Aim of the task: Could you filter the records below and return each line that holds "linecap"?

Records for the task below:

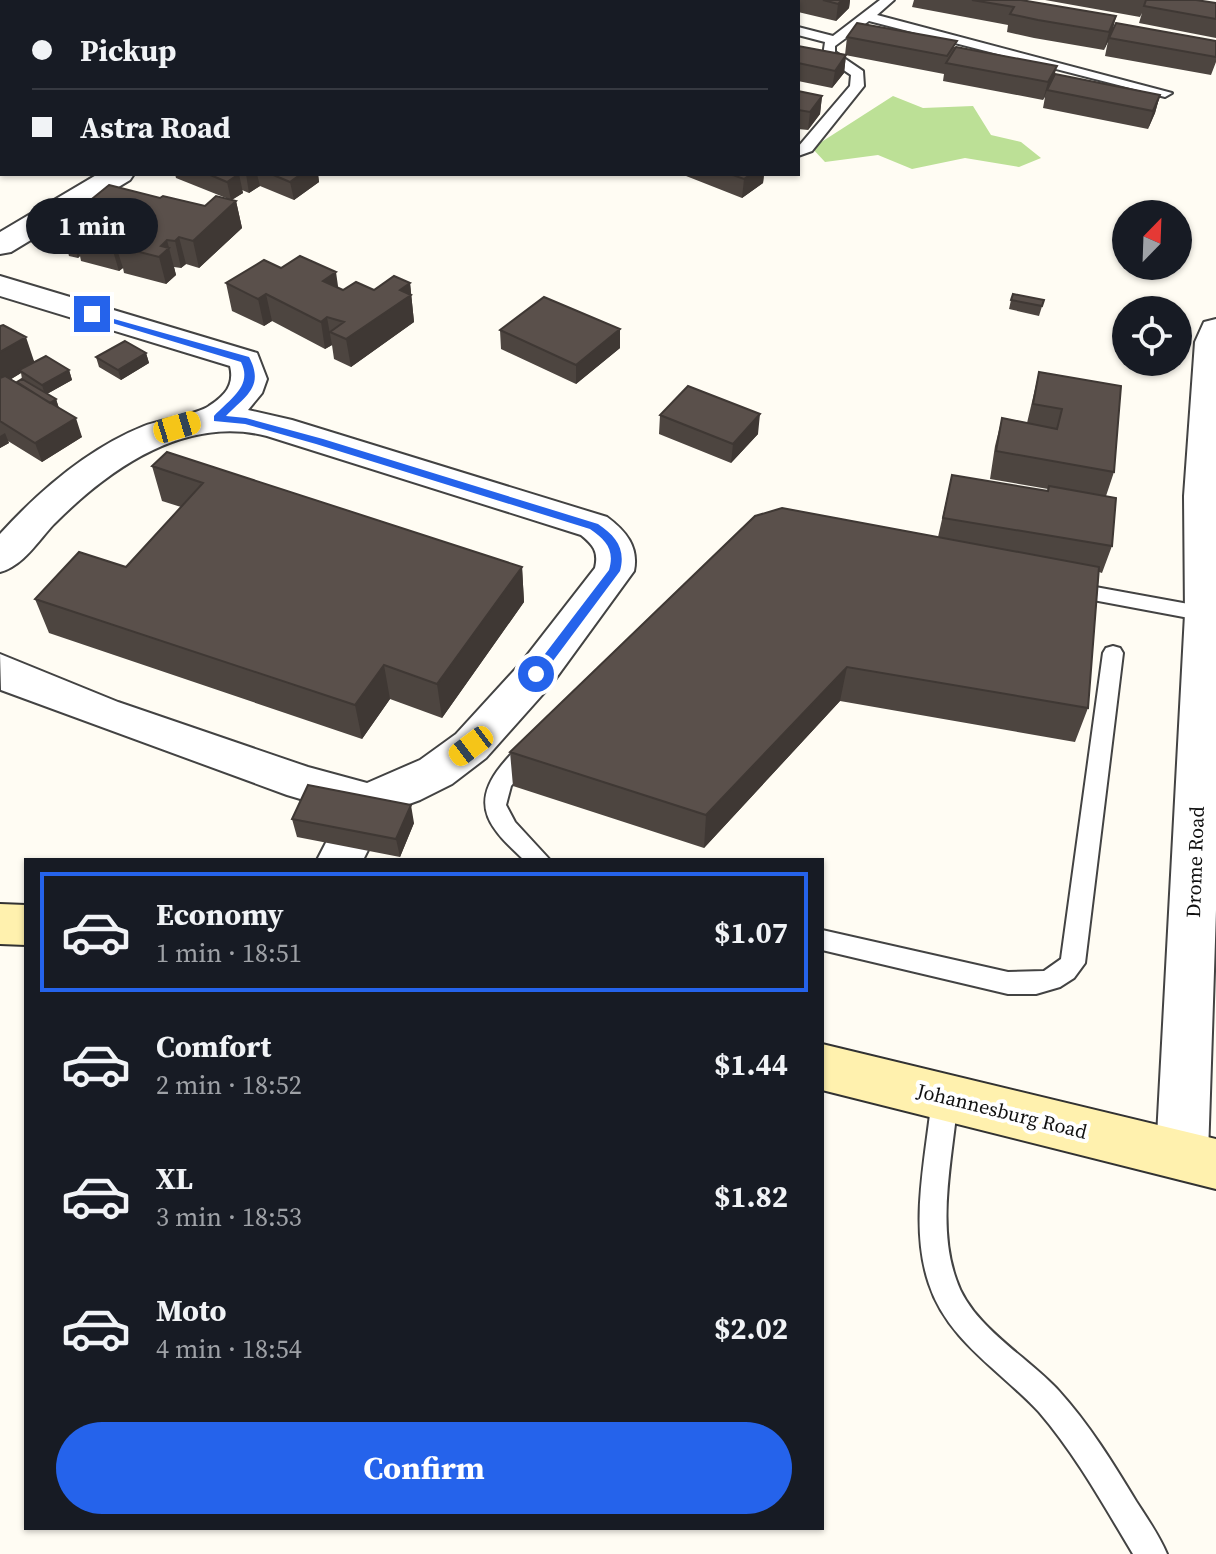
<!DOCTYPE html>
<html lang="en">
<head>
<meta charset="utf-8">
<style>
	:root { --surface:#171b24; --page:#242831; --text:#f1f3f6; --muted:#9ea1a6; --line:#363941; --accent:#2563eb }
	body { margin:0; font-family:"Source Serif 4",serif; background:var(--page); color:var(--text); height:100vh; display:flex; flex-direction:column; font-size:30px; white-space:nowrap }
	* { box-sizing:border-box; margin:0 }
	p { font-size:26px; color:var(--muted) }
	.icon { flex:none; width:44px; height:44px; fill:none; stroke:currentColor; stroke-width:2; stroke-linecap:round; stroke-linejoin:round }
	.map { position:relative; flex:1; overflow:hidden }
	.side { position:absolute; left:24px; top:858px; width:800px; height:672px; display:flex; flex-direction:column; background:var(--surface); border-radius:0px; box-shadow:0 2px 6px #0004 }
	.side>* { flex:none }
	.top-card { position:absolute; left:0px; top:0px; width:800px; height:176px; box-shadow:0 2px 6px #0004; display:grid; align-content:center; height:176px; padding:0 32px; background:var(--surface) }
	.needle { width:52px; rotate:23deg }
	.controls { position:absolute; left:1112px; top:200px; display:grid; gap:16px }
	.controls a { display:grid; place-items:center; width:80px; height:80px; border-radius:50%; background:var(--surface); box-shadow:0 2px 6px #0004; font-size:40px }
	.end { position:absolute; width:36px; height:36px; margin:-18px; border:10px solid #2563eb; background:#fff; box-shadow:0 0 0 4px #fff }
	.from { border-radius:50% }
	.bubble { position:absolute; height:56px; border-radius:28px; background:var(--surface); box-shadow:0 2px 6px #0004; font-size:26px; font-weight:700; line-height:56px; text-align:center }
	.car { position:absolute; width:24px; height:48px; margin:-24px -12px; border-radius:10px; box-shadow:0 0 6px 2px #0007; background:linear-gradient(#f5c518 24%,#345 0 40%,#f5c518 0 76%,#345 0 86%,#f5c518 0) }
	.top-card b { display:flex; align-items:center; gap:28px; height:76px; font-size:30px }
	.top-card b+b { border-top:2px solid var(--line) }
	.top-card i { width:20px; height:20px; background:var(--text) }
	ul { padding:14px 0 0; list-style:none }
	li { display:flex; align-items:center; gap:24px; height:120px; margin:0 16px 12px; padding:0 16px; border:4px solid transparent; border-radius:0px }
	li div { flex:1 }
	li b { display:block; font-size:30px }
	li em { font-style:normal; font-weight:700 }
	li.active { border-color:var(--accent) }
	li>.icon { width:72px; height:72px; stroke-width:1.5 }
	.primary-button { display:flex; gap:16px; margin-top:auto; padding:16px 32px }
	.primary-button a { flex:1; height:92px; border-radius:48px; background:var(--accent); color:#fff; font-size:32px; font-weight:700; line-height:92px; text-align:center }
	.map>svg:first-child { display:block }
	.forest { fill:#bce096 }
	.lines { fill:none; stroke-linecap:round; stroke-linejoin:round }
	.lane-casing { stroke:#434343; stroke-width:4 }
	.street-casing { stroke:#434343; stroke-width:4 }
	.secondary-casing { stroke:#323232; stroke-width:4 }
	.lane { fill:#fff; fill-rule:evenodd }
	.street { fill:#fff; fill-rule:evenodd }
	.secondary { fill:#fff1ae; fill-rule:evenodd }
	.wall { fill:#4d4540; fill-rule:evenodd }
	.shaded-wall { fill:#3f3834 }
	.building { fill:#5a504b; stroke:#3f3834; stroke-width:2 }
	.route { fill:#2563eb }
	.labels { text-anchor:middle; stroke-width:8; stroke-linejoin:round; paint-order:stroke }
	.street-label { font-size:20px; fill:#101010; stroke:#fff }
</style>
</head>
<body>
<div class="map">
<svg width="1216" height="1554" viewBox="0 0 1216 1554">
	<rect width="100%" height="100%" fill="#fffcf3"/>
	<path class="forest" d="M893 96 923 108 973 106 991 135 1021 142 1041 158 1019 167 965 158 912 169 878 155 825 162 812 148Z"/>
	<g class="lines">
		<defs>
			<path id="lane" d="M669 0H688L689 2H670Z
				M880 0H894L877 15 1172 93 1165 97 869 21 835 46V52L863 71 864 86 812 151 798 156V147L850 86 851 75 823 56 825 42 798 35V27L833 36Z
				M1068 582 1205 607 1212 609 1215 614 1212 619 1205 621 1061 594 1058 589Z
				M1113 646 1120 648 1123 653 1085 963 1074 978 1060 987 1036 994H1008L822 950V930L1008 972 1044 971 1061 959 1103 653 1106 648Z
				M534 738 542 740 545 746 511 786 506 805 515 822 550 860H524C492 830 468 807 501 766 510 755 521 742 534 738Z
				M945 1085 954 1089 958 1097C953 1155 936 1223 956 1279 971 1326 1027 1356 1059 1391 1089 1424 1113 1463 1136 1501 1147 1518 1159 1535 1167 1554H1133C1104 1506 1076 1455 1039 1412 1001 1371 947 1340 929 1284 909 1225 926 1157 932 1097L936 1089Z"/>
			<path id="street" d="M77 0H107L109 2H79Z
				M98 174H134L130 180 11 252 0 254V232Z
				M0 276 257 353 267 379 262 393 248 410 292 420 607 517C626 531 639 547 634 571L551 685 486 758 452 784 420 800 368 819 287 795 1 690 0 654 118 702 308 767 367 783 420 760 456 734 521 663 595 568C599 551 593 545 581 535L267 436C185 415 110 468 54 524 38 541 23 566 0 572V534C39 491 89 448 144 426 160 420 198 414 209 406 224 396 235 386 230 366L0 296Z
				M1216 319V910L1208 1155 1201 1173 1182 1180 1163 1173 1156 1155 1185 614 1184 496 1195 342 1204 322Z
				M347 828 363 833 370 846 363 860H317L331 833Z"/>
			<path id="secondary" d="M0 904 26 905V945L0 944Z
				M822 1044 1216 1139V1189L822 1090Z"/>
		</defs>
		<use href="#lane" class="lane-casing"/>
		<use href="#street" class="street-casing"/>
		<use href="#secondary" class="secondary-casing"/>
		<use href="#lane" class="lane"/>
		<use href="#street" class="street"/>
		<use href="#secondary" class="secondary"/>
	</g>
	<path class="wall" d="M173 0H211L208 2H182Z
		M483 0H553L562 2H483Z
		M753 0H850L849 8 836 21 798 12V2H761Z
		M914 0H1021L1112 31 1216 41V62L1211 75 1105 56 1108 41 1104 50 1034 38 1007 32 1008 25 912 7Z
		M1045 0H1196L1216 3V38L1139 23 1142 13 1140 17Z
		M847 37 956 47 1054 76 1160 95 1155 113 1148 129 1043 108 1045 97 1043 100 943 81 944 74 845 55Z
		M0 38 2 39V77H0Z
		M798 46 846 55 844 73 832 88 798 81Z
		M798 91 822 96 820 114 808 130 798 129Z
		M2 115V139L0 138V116Z
		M175 174H318L319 182 294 200 260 186 249 193 242 190 243 193 232 200 236 201 242 228 199 268 186 264 181 268 174 267 176 275 166 284 124 273 123 268 119 271 81 261 80 256 78 258 69 256 59 219 82 207 160 198 205 206 226 198 176 178Z
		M681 174H764L763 183 742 198Z
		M281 268 343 290H374L410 283 414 322 351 367 334 359 332 345 325 349 272 321 264 326 232 311 226 283Z
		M1011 300H1044L1039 316 1009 309Z
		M0 326 35 362 69 370 72 380 47 394 56 399 59 408 82 437 42 462 8 441 9 443 0 448ZM21 373 22 379 17 382 11 379Z
		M500 330 620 348 576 384 501 349Z
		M146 353 149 363 121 380 99 367 96 357Z
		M1039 372 1114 472 1106 496 1112 546 1102 573 1099 572 1088 708 1075 742 840 701 704 848 513 786 510 752 938 537 952 475 1048 491V489L990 479 995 446 1002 418 1027 423Z
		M660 415 758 434 731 463 659 434Z
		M152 466 522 567 524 602 442 718 390 699 362 739 49 633 35 599 126 567 181 507 162 501Z
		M292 819 414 823 400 857 297 837Z"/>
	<path class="shaded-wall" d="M450 0H475V2H447Z
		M842 0H850L849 8 836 21 838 4Z
		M2 3V23L0 24V4Z
		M1116 16 1112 34 1104 50 1109 32Z
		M846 55 844 73 832 88 835 71Z
		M1057 66 1052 84 1047 90 1043 100 1048 82Z
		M1160 95 1155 113 1148 129 1153 111Z
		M822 96 820 114 808 130 810 112Z
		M239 174 243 193 231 200 227 182Z
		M246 174H257L260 186 249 193Z
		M301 174H318L319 182 294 200 290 182Z
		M751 174H764L763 183 742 198 744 179Z
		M236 201 242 228 199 268 193 241Z
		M116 223 120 237 122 235 126 248 116 246 123 268 119 271 107 231Z
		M179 237 186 264 181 268 175 241Z
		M167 240 176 275 166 284 159 257 161 246Z
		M77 247 80 256 78 258 75 249Z
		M336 272 340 300 323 281Z
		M410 283 414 322 351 367 346 339 400 290Z
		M266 294 272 321 264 326 258 299Z
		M327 317 332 345 325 349 321 322Z
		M620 329V348L576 384V365Z
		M26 337 35 364 19 370 21 373 0 386V352Z
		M146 353 149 363 121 380 118 370Z
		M69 370 72 380 45 395 42 385Z
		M56 399 59 409 45 406Z
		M760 414 758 434 731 463 733 444Z
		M76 418 82 437 42 462 35 443Z
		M5 433 9 443 0 448V436Z
		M522 567 524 602 442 718 437 684Z
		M384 665 390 699 362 739 355 705Z
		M847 667 840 701 704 848 706 815Z
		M411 805 414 823 400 857 396 839Z"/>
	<path class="building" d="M20 0H51L56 2H15Z
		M364 0H400L409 2H362Z
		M406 0H450L447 2H412Z
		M491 0H553L562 2H499Z
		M823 0H842L838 4Z
		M972 0H1021L1116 16 1109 32 1038 20 1010 14 1014 7Z
		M1146 0H1196L1216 3V19L1144 6Z
		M857 23 957 41 947 56 847 37Z
		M1116 23 1216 41V57L1109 38Z
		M0 38 2 39V61L0 60Z
		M798 46 846 55 835 71 798 63Z
		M956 47 1057 66 1048 82 946 63Z
		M1055 74 1160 95 1153 111 1047 90Z
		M798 91 822 96 810 112 798 110Z
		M208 174H239L227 182Z
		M271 174H301L290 182Z
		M730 174H751L744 179Z
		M109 185 160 198 163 196 205 206 216 196 236 201 193 241 179 237 175 241 167 240 161 246 169 248 159 257 116 246 138 226 116 223 107 231 122 235 112 244 73 234 83 225 59 219 75 205 82 207Z
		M72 241 76 242 77 247 75 249 66 246Z
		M300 256 336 272 323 281 343 290 356 282 374 290 394 276 410 283 400 290 411 295 346 339 330 332 344 322 327 317 321 322 266 294 258 299 226 283 264 260 281 268Z
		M1013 294 1044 300 1042 306 1011 300Z
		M544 297 620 329 576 365 500 330Z
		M3 325 26 337 0 352V326Z
		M125 341 146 353 118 370 96 357Z
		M46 356 69 370 42 385 19 370Z
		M1039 372 1121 386 1114 472 996 451 1002 418 1057 429 1062 409 1033 404Z
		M5 376 76 418 35 443 0 421V378Z
		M22 379 56 399 50 403 17 382Z
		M688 386 760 414 733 444 660 415Z
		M167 452 522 567 437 684 384 665 355 705 35 599 79 552 126 567 203 483 152 466Z
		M952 475 1048 491 1049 486 1116 498 1112 546 943 518Z
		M782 508 1099 567 1088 708 847 667 706 815 510 752 755 516Z
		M308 785 411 805 396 839 292 819Z"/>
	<path class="route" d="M89 312 249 357C265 387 245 396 226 416L246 418 323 439 598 524C616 536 626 549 620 571L541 677H532V671L609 570C615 550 606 540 590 529L316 444 245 424 214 421V416C230 399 253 386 241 362L89 316Z"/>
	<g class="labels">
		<g class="street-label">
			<text transform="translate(1195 862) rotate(-88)" y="7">Drome Road</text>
			<text transform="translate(1002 1111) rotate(14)" y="7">Johannesburg Road</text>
		</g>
	</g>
</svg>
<div class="controls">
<a><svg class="needle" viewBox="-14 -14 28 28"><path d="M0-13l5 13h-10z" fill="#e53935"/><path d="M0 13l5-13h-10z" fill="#9ea1a6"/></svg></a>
<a><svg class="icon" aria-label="locate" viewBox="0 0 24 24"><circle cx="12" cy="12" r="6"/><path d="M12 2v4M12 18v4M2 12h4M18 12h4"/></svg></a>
</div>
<i class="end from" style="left:536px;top:674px"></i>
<i class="end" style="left:92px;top:314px"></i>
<div class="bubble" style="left:26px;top:198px;width:132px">1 min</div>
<i class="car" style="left:177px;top:427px;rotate:73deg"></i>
<i class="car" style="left:471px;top:746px;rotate:233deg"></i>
<div class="top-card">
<b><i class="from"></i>Pickup</b>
<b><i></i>Astra Road</b>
</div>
<section class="side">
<ul>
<li class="active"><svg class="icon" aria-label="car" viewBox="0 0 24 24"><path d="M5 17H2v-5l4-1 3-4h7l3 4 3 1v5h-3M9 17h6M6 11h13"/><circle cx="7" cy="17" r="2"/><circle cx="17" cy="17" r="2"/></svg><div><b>Economy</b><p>1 min · 18:51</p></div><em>$1.07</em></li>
<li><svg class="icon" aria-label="car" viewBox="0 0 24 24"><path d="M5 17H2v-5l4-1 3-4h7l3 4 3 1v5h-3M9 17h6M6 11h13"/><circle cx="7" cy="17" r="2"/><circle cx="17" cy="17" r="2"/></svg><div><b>Comfort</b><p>2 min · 18:52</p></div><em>$1.44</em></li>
<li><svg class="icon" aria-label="car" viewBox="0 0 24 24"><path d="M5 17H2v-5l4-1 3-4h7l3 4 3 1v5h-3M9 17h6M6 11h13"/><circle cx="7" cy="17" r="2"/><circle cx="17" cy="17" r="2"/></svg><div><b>XL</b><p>3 min · 18:53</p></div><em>$1.82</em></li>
<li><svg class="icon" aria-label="car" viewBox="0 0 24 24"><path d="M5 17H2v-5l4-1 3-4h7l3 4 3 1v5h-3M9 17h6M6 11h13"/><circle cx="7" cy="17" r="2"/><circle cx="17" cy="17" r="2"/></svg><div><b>Moto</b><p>4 min · 18:54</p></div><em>$2.02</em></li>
</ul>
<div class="primary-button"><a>Confirm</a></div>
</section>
</div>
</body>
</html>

End of Records for the task.

Result for this exercise:
	.icon { flex:none; width:44px; height:44px; fill:none; stroke:currentColor; stroke-width:2; stroke-linecap:round; stroke-linejoin:round }
	.lines { fill:none; stroke-linecap:round; stroke-linejoin:round }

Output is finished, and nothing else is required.